On 25 June 2015, Sulabha Kadam, a health worker in Mumbai who works with the Navnirman Samaj Vikas Kendra (NSVK) —a non-governmental organisation that works with the state government to provide access to medical treatment in slums—hiked up a hillock to the house of a 35-year-old woman who was suspected of having tuberculosis. She was told that no one in the house was sick. Twenty days later, when Kadam stopped by the house as part of a regular follow-up, she found the woman lying on a cot unable to move. Kadam had the woman’s sputum checked. She tested positive for tuberculosis.
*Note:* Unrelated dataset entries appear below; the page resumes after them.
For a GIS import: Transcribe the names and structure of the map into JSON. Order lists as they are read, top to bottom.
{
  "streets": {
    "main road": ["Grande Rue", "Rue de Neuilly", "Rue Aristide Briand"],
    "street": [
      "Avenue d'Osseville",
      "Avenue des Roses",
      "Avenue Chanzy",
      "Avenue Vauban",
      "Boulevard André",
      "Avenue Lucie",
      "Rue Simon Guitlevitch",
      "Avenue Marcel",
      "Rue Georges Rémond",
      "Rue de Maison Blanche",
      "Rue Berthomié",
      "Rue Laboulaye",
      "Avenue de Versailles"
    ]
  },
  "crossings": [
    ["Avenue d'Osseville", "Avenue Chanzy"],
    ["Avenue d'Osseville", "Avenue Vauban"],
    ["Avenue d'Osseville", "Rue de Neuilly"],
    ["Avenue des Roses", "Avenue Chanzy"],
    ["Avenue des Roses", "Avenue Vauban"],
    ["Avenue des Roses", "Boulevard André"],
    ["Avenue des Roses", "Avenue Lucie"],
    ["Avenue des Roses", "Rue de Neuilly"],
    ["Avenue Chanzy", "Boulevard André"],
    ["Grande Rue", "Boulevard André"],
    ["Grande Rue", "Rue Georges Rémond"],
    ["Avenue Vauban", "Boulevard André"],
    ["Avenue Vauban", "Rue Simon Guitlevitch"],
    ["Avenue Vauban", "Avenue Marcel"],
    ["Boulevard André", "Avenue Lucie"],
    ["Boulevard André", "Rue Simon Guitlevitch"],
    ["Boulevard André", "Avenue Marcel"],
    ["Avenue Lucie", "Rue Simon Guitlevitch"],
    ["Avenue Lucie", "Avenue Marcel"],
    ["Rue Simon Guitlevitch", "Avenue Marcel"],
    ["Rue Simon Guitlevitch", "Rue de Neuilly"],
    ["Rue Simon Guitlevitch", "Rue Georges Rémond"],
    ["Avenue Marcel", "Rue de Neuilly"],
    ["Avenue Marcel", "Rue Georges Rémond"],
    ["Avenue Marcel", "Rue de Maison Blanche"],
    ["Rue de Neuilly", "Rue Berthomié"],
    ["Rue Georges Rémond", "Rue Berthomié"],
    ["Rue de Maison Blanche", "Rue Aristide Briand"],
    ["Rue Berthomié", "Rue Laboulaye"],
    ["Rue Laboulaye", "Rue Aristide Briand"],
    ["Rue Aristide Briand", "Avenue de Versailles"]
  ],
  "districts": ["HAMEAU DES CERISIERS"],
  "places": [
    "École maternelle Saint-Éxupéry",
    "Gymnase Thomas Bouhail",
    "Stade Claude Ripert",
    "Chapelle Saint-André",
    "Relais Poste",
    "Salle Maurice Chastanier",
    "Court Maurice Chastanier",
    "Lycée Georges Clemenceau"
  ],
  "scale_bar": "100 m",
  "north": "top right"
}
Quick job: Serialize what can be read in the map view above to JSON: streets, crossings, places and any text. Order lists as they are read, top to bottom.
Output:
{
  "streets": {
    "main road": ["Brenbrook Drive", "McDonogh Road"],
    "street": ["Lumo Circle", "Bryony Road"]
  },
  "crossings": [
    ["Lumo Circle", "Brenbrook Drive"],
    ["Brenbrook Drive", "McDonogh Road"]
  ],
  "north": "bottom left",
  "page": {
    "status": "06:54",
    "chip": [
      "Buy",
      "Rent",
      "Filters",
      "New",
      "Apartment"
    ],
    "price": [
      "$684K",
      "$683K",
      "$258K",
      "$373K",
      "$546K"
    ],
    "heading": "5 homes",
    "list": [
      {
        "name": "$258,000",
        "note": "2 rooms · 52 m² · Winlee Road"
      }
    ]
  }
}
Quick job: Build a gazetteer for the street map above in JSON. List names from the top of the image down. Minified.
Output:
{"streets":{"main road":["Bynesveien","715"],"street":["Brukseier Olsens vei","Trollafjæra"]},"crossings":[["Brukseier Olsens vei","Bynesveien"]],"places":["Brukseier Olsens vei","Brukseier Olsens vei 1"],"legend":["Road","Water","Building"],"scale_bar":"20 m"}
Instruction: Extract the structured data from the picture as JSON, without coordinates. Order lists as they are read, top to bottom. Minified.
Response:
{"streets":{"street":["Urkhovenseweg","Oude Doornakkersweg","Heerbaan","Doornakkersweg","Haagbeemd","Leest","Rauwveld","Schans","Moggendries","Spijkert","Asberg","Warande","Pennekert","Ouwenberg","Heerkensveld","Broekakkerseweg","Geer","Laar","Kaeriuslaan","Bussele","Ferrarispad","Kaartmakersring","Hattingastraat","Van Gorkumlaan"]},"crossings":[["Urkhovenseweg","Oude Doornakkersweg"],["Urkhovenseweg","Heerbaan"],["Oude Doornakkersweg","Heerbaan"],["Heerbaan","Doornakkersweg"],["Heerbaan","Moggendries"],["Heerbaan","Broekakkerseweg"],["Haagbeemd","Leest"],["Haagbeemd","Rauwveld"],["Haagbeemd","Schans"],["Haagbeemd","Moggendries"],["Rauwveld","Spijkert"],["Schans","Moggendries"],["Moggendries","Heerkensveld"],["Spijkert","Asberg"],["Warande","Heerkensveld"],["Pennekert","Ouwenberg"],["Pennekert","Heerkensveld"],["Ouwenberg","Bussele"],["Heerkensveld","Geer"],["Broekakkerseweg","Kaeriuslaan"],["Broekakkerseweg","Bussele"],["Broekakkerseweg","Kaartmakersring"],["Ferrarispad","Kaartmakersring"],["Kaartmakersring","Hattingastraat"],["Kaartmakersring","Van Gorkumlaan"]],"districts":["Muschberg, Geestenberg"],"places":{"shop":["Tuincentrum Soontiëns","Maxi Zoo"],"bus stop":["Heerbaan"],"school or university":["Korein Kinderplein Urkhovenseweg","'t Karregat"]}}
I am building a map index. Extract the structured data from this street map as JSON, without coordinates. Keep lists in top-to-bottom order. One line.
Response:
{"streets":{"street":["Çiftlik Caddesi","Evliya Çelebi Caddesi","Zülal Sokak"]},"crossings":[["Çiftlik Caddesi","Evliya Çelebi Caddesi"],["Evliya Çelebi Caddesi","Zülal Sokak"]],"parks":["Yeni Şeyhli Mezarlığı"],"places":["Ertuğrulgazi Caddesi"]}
“It is only after these women are so sick that they decide to do something about it. I do not understand how her husband, who works as a rickshaw driver, could ignore her condition for so long. Only when she could not move at all did he take interest. This woman possibly had TB for months before she was diagnosed,” said Kadam. Kadam works as a Directly Observed Treatment (DOTS) provider for anti-tuberculosis medicines at NSVK and regularly goes into the community to ask people if someone in a family has a persistent cough, fever, or other symptoms related to the disease. These cases are then referred to a government hospital or laboratory.
The 35-year old, who weighed just 35 kilograms at the time of diagnosis, said she had been having bouts of vomiting for a long time and that the private doctors she consulted had told her that there was “nothing wrong” with her. Only after taking anti-tuberculosis medicines for about 10 days was she able to get out of the bed, and even bathe herself. During this time, the responsibility of taking care of the household chores and of her four other daughters fell on her 12-year-old daughter.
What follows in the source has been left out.